Televizyon kanallarında görünen çalışmaları bir tarafa bırakalım. Somut örnekleri bizim yakadan görmek mümkün. Daha ilk gün, depremin şoku atılır atılmaz bölgeye ilk koşan GTO oldu. Özellikle aşevini Elbistan'a göndermesi, günde 10 bin vatandaşa sıcak yemek hizmeti vermesi, ardından onlarca tırla gıda ve giysi yardımı yapması , Nail Çiler ve ekibinin değişmez duyarlılığını gösterdi.
Sadece GTO mu?
Hayır....Gebzesiad başta olmak üzere, Gebze Gazeteciler Cemiyeti, iş ve sanayinin önde gelenlerin hepsi , evet hepsi deprem bölgesine koştu. Siyasi partilerimizin tümü, küçük / büyük esnaf, sıradan vatandaş tüm Gebzeliler nefes almadan koştu.
Ya belediyelerimiz...
Haklarını teslim etmek gerekir ki, başta Kocaeli Büyükşehir Belediyesi olmak üzere Darıca, Çayırova, Gebze ve Dilovası belediyeleri seferber oldu. Ekipleriyle, ekipmanlarıyla belediye başkanları on ilimize yayıldı. Dayanışma, milli ruh, toplumsal sorumluluk bu işte.
Tanıdığım onlarca iş insanının görüntülerini ekranlarda, gazete sayfalarında, sosyal medyada görürken, inanın göz yaşlarımla birleşen gurur yaşadım. Biz ne büyük bir toplumuz böyle. Ne güzel kocaman Türk milletiyiz.
Çoklu Deprem'le birlikte halkımızın kenetlendiği de bir gerçek. Yanlışa dur diyen, zalime tokat atan, kansız talancıları pataklayan bir milletiz.
Soran, sorgulayan, hesaba çeken bir millet olduğumuz gerçeğini de göz ardı etmemek lazım. Müteahhitler buna örnek. Daha ilk günle başlayan müteahhit tutuklamaları elbette doğru. Ancak bu konuda eksiklilerin olduğunu da söylemeliyim.
Mesela , her deprem sonrası kesinlikle müteahit tutuklanır ve bütün suç müteahhite atılır. Ne yazık ki , onun ötesi olmaz. Görünmeyen suçlular akla gelmez.
Tabii ki, müteahhit tutuklanmalı, varsa cezası adalet önünde payına düşeni almalı, cezasını çekmeli... Ya diğerleri ?
Örneğin; o yapının mühendisinin suçu yok mu, şantiye şefi, kalfası, demircisi suça ortak değil mi?

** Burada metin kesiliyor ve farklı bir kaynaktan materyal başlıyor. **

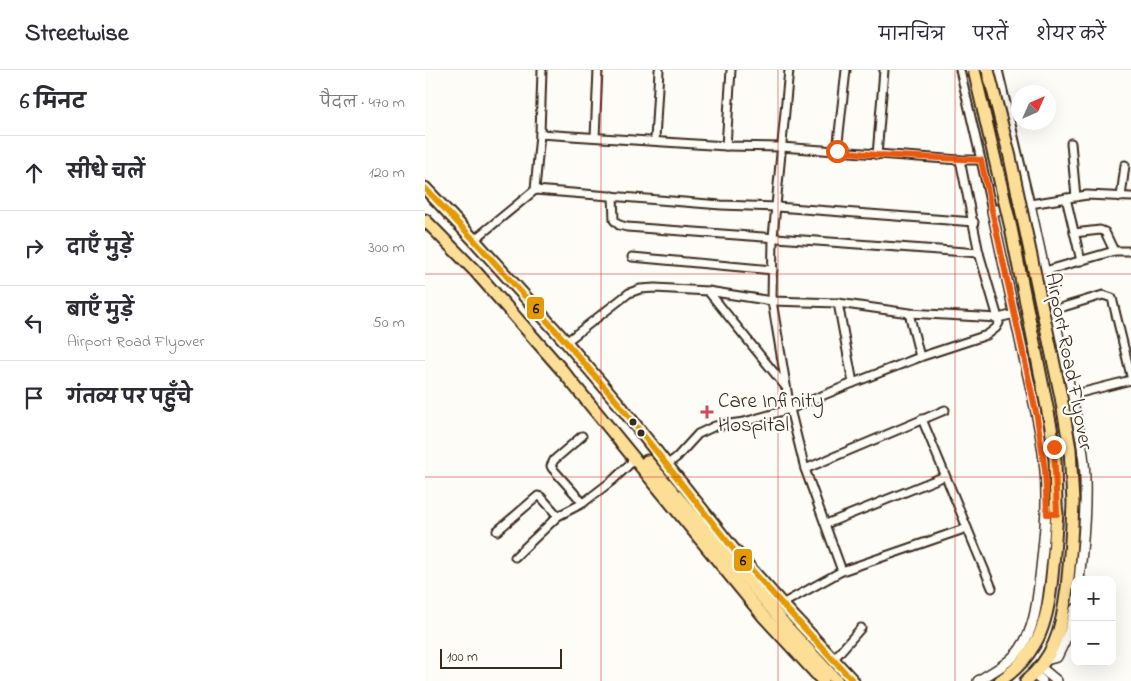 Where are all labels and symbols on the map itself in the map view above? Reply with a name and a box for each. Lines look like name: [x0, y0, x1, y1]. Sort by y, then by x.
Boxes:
north arrow: [1011, 85, 1056, 130]
route start: [826, 140, 849, 163]
street label: Airport Road Flyover: [1034, 270, 1100, 454]
line badge: 6: [526, 296, 545, 320]
text: 6: [532, 299, 540, 320]
place label: Care Infinity Hospital: [718, 387, 824, 441]
marker: Care Infinity Hospital: [700, 405, 714, 419]
unlabelled marker: [628, 417, 638, 427]
unlabelled marker: [636, 428, 646, 438]
route end: [1043, 436, 1066, 459]
line badge: 6: [733, 548, 753, 572]
text: 6: [739, 551, 747, 572]
scale bar: [440, 646, 563, 669]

Ve daha önemlisi; O yapıya iskan verenin, ruhsat verenin suçu yok mu?
Peki, denetleme görevi ve sorumluluğunda olan yapı denetimin suçu yok mu?
Sadece müteahhite ceza kesmek haksızlık olur. Cezanın tümü birdir. Cezayı adamına göre sınıflandırmak eşitlik ilkesine de aykırıdır. O nedenle; imar eden, imara açan, temeli atan, çatıyı takan, denetlemeyen, ruhsatı imzalayan kimler giriyorsa sıraya bedel ödemelidirler.
Bu satırları kaleme aldığım saatlerde depremde hayatını kaybedenlerin sayısı 32 bin civarındaydı. Umarım, rakam artık sabit kalır, daha yukarılara çıkmasın. 1999 depremini yaşamış biri olarak elimden gelen tek şey; devlet erkinin bundan sonrası için daha duyarlı ve sağ duyulu olmalarını istemek.
Bu vesileyle depremde hayatını kaybedenlare Allah'tan rahmet, yaralılara acil şifalar diliyorum. Osmaniye'de yaşayan bacanağım Fevzi , baldızım Arzu Kılınçdoğan ailesine ve tüm Türkiye'mize geçmiş olsun dileğimle.....
Allah bir daha deprem acısı yaşatmasın.